What are Fake Assets and How to Make Sure You Invest In Something Real
with Robert Kiyosaki
with guest Robert Kiyosaki #MakingBank S4E23
As our world becomes more and more digitized knowing how to sift through the noise and make wise decisions is more important than ever. We are inundated with clickbait, misleading information, and complex “investment” schemes that can wipe you out financially if you aren’t careful.
So how do you know what is real and what is fake? How do you protect and guard yourself while making solid investment choices and building true assets? How do you prepare your children to be successful?
Learning to identify and understand what Robert Kiyosaki describes as fake money, teachers, and assets will help you navigate in your business and finances. If there are fake money, teachers, and assets that also means you need to be able to identify what is real. We will walk through each of these concepts as well as breaking down the true difference between an asset and a liability.
What do you think of when you hear the term fake money? Is it counterfeit dollars? Monopoly money? Although these are technically fake money, what we are really talking about here has more to do with the control, regulation, and perceived value of the money you use. When the U.S. dollar was taken off of the gold standard in the 1970s our entire currency system shifted from something real and tangible (with a fairly stable value: gold) into smoke and mirrors (based on the “full faith and credit” of the United States: giant IOU).
When your currency is not tied to anything real and tangible the money becomes volatile and ripe for manipulation. Governments can just print more dollars which can lead to inflation and a devaluing of your purchase power. The danger here is that if you don’t appreciate that your money is fake (and is worth less and less as more and more is printed) then you set yourself up for financial failure.
Once you have an understanding of what makes money fake versus real you need to understand the next level: assets.
Asset Versus Liability
Before you can fully understand fake assets it is imperative that you understand the difference between an asset and a liability. The most simple way to think about the difference between assets and liabilities is this: assets put money in your pocket; liabilities take money out of your pocket.
If something is not actively putting money into your pocket, it cannot be an asset. By the same token, if you have invested in something that is actively taking money out of your pocket, it must then be considered a liability. Understanding this distinction is essential in sorting through true assets and fake assets.
If fake money is not grounded in anything real and tangible that holds value, what then is a fake asset? Fake assets follow the same line of thinking. You might have varying ideas of what makes up an asset. Maybe an asset to you is owning a home or a car.
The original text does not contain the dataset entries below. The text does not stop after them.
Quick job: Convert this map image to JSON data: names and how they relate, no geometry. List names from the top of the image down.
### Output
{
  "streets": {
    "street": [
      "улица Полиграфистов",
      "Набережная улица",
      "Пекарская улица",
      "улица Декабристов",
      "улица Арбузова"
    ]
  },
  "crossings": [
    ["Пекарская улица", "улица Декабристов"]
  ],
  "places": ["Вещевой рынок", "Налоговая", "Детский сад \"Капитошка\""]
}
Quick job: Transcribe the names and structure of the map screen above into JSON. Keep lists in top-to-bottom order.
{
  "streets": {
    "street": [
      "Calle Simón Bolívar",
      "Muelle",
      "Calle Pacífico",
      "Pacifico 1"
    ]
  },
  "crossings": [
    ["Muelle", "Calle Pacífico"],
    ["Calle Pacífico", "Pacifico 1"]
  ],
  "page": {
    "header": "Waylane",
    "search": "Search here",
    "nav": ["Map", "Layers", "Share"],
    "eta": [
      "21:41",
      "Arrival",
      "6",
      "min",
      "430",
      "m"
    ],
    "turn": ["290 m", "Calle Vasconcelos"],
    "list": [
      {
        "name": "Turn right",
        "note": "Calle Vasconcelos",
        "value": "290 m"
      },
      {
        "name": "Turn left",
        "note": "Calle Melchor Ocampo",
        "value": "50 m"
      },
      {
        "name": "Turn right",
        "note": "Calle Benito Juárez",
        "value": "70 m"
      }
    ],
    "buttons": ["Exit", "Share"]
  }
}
Maybe it is investing in stocks, bonds, and mutual funds. Or maybe assets to you are investing in real estate or commodities.
So what are true assets and what are fake assets? This is where you must go back to the definition of an asset. Is it putting money in your pocket? The house you live in is taking money out of your pocket for approximately 30 years through the mortgage and you are responsible for all of the repairs. The same goes for the car.
Surely stocks, bonds, and mutual funds are assets then? Think again. These paper-based investments are often riddled with steep fees that put money into someone else’s pocket. These types of investments are based on derivatives and fake money.
What does this leave you with? Real-estate and commodities. When investing in real estate that is not your primary residence you collect rent that puts money in your pocket and covers the cost of repairs. This is a true asset that can help you build wealth and value much more stable than fiat currency.
The next type of true asset is commodities. Commodities are any raw material that can be bought and sold. A great place to get started is investing in gold and silver. These commodities can be considered true money and assets. Rather than placing your wealth in a savings account where the interest rate fluctuates and is manipulated by quantitative easing you can invest your wealth in commodities that maintain stable and fairly predictable values.
The key to building true and sustainable wealth is becoming educated. Before you invest in anything at all you must invest in becoming educated on the topic first. This does not mean you have to put yourself into massive student loan debt and get your MBA. This means getting mentors, reading, talking to people who are more successful than you and figuring out what steps they took to get there.
Work with coaches or invest in specified courses from people who are already doing what you want to do (and doing it well). You must take your education seriously if you want to make solid financial decisions both personally and in your business.
The last key is taking action. Experience is an excellent teacher. After you have intentionally and deliberately educated yourself about the investment or business move you want to execute, do it. Everything will not work out every single time. But be wary of getting trapped in the “just one more book” or “after this last course” cycle. Take action and figure out what works for you and your business. Start small, build on the successes, and learn from the failures.
Use your new understanding of fake money and assets to start shifting your mindset about investing and building your assets. Make sure you are building sustainable wealth by investing in real, tangible assets that put money in your pocket first rather than someone else’s pocket.